Grace Conquers Shame
Does God care when we make a mess of our lives—or when someone else does that to us? Does God care when we feel humiliated?
One definition of humiliation points out that “humiliation involves an event that demonstrates unequal power in a relationship where you are in the inferior position and unjustly diminished.” Other definitions of humiliation speak of manipulating a person, treating him or her as an object, subjecting a person to ridicule, scorn, or contempt, putting a person in a degrading position, demeaning a person, or subjecting a person to public shame.
Our English word humiliation actually derives from the word humus, which is “the organic matter of the soil, as leaf mold and other decomposing materials.” To humiliate someone is to reduce that person to the ground.
Each of these perspectives on humiliation matches the experience of a woman whom we meet in John 8 who was “caught in the very act of committing adultery,” and who was made to stand before a crowd of people in the courtyard of the temple. Scribes and Pharisees—the powerful men of the day—dragged her out of bed and forced her to stand beneath their accusations, as the object of public shame. By all indications, she was manipulated into the position in which she was caught. She stands there, in a degrading position before this crowd, subject to their ridicule, scorn, and contempt. She is treated as an object—merely the bait used to try to trap Jesus. She is humiliated; she is reduced to dirt before the crowd of onlookers.
Where do we find Jesus while all of this is going on?
As the scene opens, Jesus is sitting at the temple, teaching the people. When they stand the woman before him, he drops even lower. John tells us that “Jesus bent down and wrote with his finger on the ground.”
What Jesus wrote in the dirt was not important enough to John to mention it in his record of this event; therefore it is of no importance to us.

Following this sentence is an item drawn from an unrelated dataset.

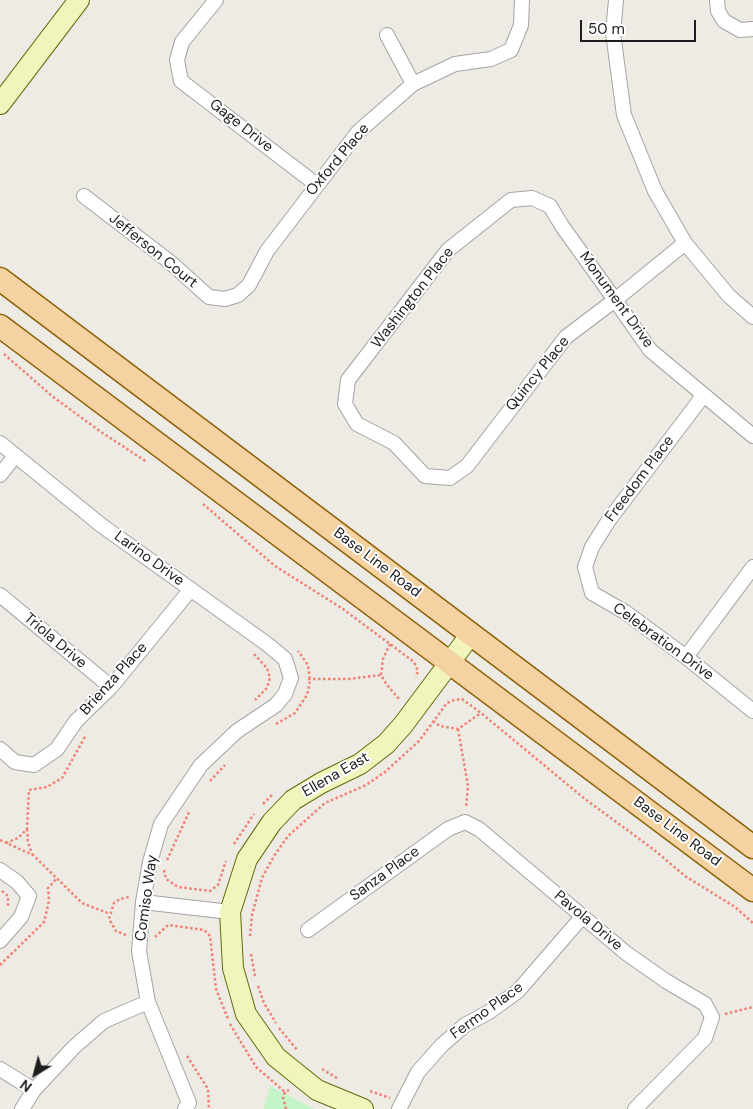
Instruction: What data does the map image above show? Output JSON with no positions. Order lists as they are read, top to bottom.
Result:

What is important to John—and should be important to us—is where Jesus puts himself while this woman is being humiliated. John tells us twice (in verses 6 and 8) that Jesus “bent down and wrote with his finger on the ground.”
While this woman is being humiliated—reduced to the ground—that’s where we find Jesus. He shares with her where she is.
In the preface to his gospel, John tells us (in John 1:18), “No one has ever seen God. It is God the only Son, who is close to the Fathers heart, who has made him known.”
What does this event in the temple that day reveal to us about God?
Jesus shows us a God who comes down to meet us in our humiliation. That is, in fact, what the incarnation is all about: Rather than remaining in heaven, looking down on us, God came into our sin-filled world in Jesus, as one of us. He came down to meet us in our humiliation.
That’s what Jesus’ death was all about. 2 Corinthians 5:21 tells us, “God made him who had no sin to be sin for us, so that in him we might become the righteousness of God.”
And that’s what Pentecost is all about. Pentecost is the celebration of God choosing to make his home in the mess of our own hearts.
God did not hold back the birth of Jesus until this world was good enough for his entry. Nor did God hold back Jesus’ death until the world was good enough to deserve his death for us. Nor does God hold back the Holy Spirit until we are good enough for God’s Spirit to enter our souls.
What Jesus began to reveal to us when he bent down and wrote in the dirt that day is that the God we love is a God who bends down to meet us even at our lowest points.